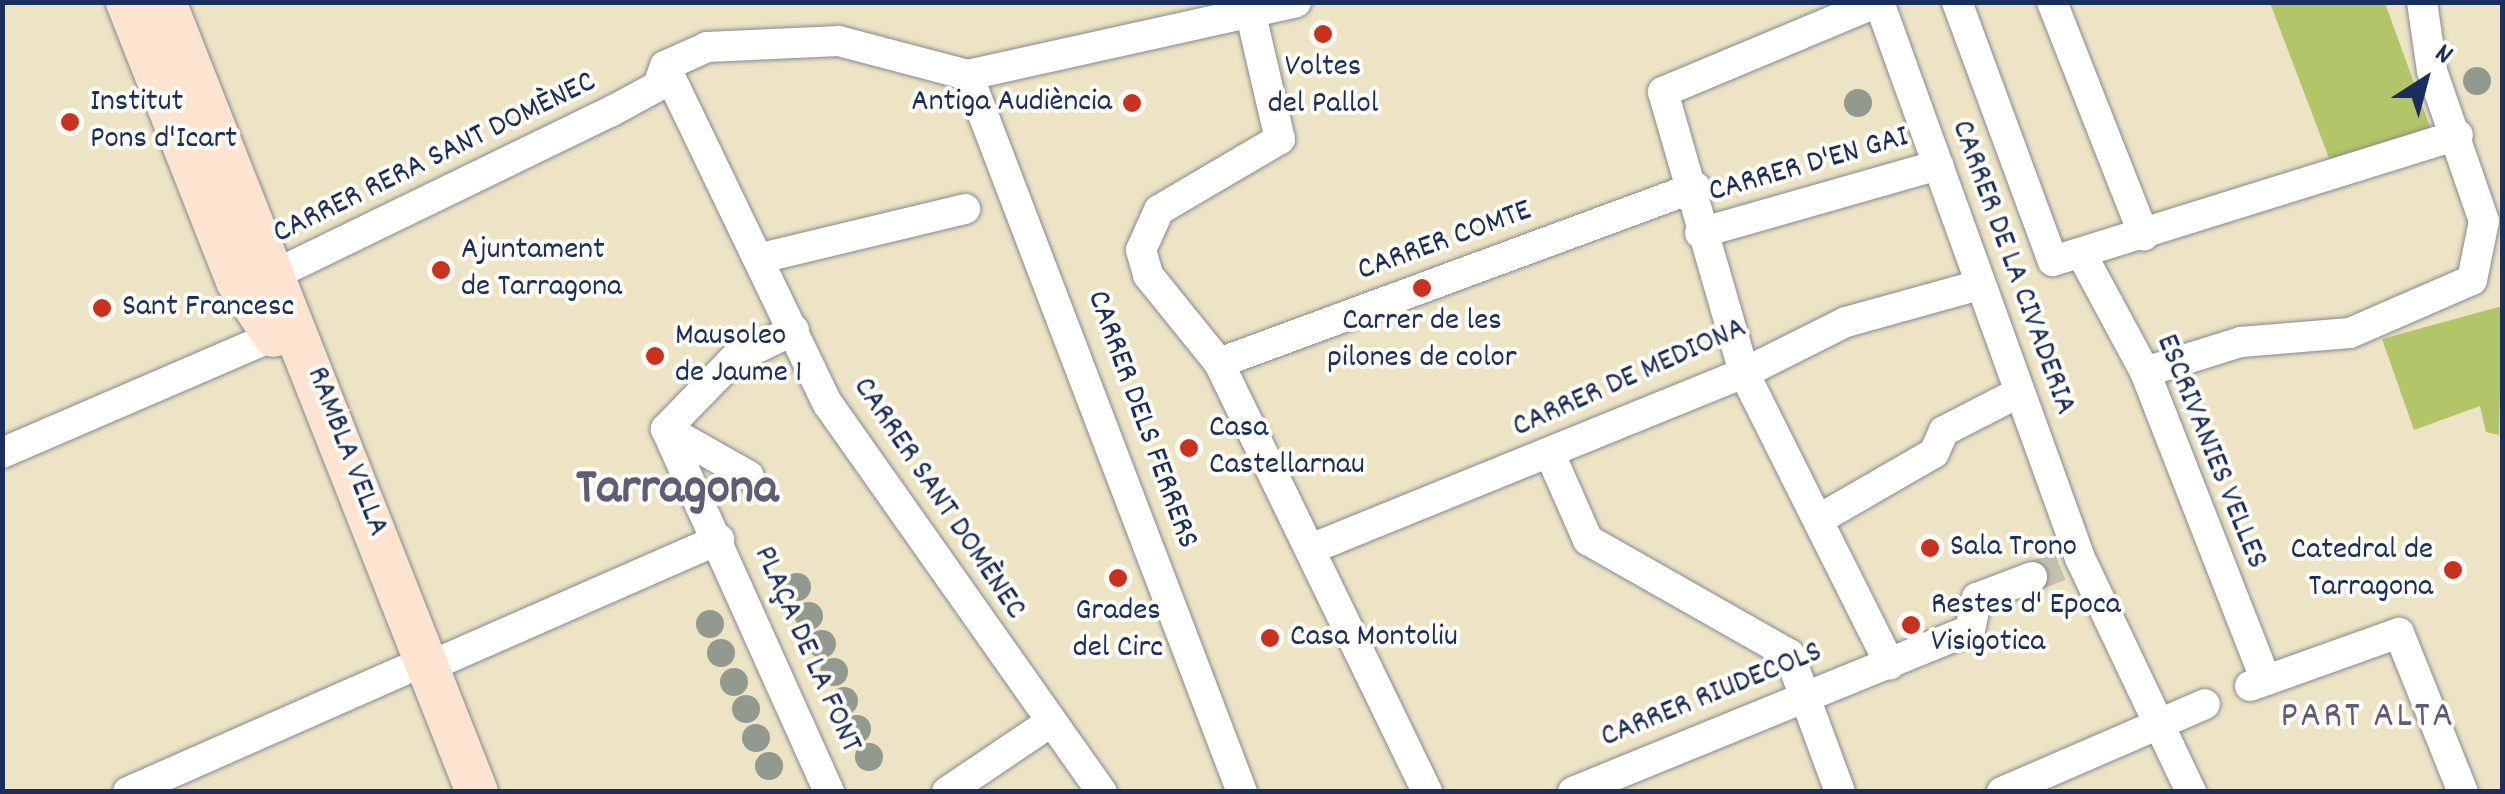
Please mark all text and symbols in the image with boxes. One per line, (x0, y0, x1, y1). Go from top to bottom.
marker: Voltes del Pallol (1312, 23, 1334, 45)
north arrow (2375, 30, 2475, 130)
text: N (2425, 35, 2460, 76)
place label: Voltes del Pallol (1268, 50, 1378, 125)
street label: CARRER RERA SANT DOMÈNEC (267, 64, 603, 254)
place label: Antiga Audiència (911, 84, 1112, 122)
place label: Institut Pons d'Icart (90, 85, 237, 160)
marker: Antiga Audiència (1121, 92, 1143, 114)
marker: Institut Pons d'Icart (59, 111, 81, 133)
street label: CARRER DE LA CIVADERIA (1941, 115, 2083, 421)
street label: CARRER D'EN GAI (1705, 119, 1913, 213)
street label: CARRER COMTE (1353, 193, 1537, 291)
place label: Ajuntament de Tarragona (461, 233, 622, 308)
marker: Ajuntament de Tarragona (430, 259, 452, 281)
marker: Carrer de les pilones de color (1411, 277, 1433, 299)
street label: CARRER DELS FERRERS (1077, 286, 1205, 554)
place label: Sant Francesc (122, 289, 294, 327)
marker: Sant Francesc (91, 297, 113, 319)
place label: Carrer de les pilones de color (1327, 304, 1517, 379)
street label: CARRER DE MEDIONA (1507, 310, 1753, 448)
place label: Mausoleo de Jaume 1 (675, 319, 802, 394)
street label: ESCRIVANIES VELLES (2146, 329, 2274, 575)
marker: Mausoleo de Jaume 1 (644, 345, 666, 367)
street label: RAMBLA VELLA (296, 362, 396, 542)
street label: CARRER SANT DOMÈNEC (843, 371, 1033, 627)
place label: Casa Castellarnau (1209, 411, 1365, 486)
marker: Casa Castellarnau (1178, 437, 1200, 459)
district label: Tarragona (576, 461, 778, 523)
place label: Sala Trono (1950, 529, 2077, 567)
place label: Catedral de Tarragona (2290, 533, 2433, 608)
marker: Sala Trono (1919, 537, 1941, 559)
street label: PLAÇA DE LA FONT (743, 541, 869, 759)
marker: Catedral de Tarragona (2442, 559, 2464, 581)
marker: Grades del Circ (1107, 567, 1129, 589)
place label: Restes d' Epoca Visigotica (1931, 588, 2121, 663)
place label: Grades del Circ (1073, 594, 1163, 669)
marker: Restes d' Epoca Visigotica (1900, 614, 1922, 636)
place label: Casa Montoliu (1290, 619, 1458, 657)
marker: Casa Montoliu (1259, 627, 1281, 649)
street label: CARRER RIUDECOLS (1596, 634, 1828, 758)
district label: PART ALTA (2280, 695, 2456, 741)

Exercise
Word for word, repeat all of the entries above, leaving out the pictures.

Solution for this problem
Please mark all text and symbols in the image with boxes. One per line, (x0, y0, x1, y1). Go from top to bottom.
marker: Voltes del Pallol (1312, 23, 1334, 45)
north arrow (2375, 30, 2475, 130)
text: N (2425, 35, 2460, 76)
place label: Voltes del Pallol (1268, 50, 1378, 125)
street label: CARRER RERA SANT DOMÈNEC (267, 64, 603, 254)
place label: Antiga Audiència (911, 84, 1112, 122)
place label: Institut Pons d'Icart (90, 85, 237, 160)
marker: Antiga Audiència (1121, 92, 1143, 114)
marker: Institut Pons d'Icart (59, 111, 81, 133)
street label: CARRER DE LA CIVADERIA (1941, 115, 2083, 421)
street label: CARRER D'EN GAI (1705, 119, 1913, 213)
street label: CARRER COMTE (1353, 193, 1537, 291)
place label: Ajuntament de Tarragona (461, 233, 622, 308)
marker: Ajuntament de Tarragona (430, 259, 452, 281)
marker: Carrer de les pilones de color (1411, 277, 1433, 299)
street label: CARRER DELS FERRERS (1077, 286, 1205, 554)
place label: Sant Francesc (122, 289, 294, 327)
marker: Sant Francesc (91, 297, 113, 319)
place label: Carrer de les pilones de color (1327, 304, 1517, 379)
street label: CARRER DE MEDIONA (1507, 310, 1753, 448)
place label: Mausoleo de Jaume 1 (675, 319, 802, 394)
street label: ESCRIVANIES VELLES (2146, 329, 2274, 575)
marker: Mausoleo de Jaume 1 (644, 345, 666, 367)
street label: RAMBLA VELLA (296, 362, 396, 542)
street label: CARRER SANT DOMÈNEC (843, 371, 1033, 627)
place label: Casa Castellarnau (1209, 411, 1365, 486)
marker: Casa Castellarnau (1178, 437, 1200, 459)
district label: Tarragona (576, 461, 778, 523)
place label: Sala Trono (1950, 529, 2077, 567)
place label: Catedral de Tarragona (2290, 533, 2433, 608)
marker: Sala Trono (1919, 537, 1941, 559)
street label: PLAÇA DE LA FONT (743, 541, 869, 759)
marker: Catedral de Tarragona (2442, 559, 2464, 581)
marker: Grades del Circ (1107, 567, 1129, 589)
place label: Restes d' Epoca Visigotica (1931, 588, 2121, 663)
place label: Grades del Circ (1073, 594, 1163, 669)
marker: Restes d' Epoca Visigotica (1900, 614, 1922, 636)
place label: Casa Montoliu (1290, 619, 1458, 657)
marker: Casa Montoliu (1259, 627, 1281, 649)
street label: CARRER RIUDECOLS (1596, 634, 1828, 758)
district label: PART ALTA (2280, 695, 2456, 741)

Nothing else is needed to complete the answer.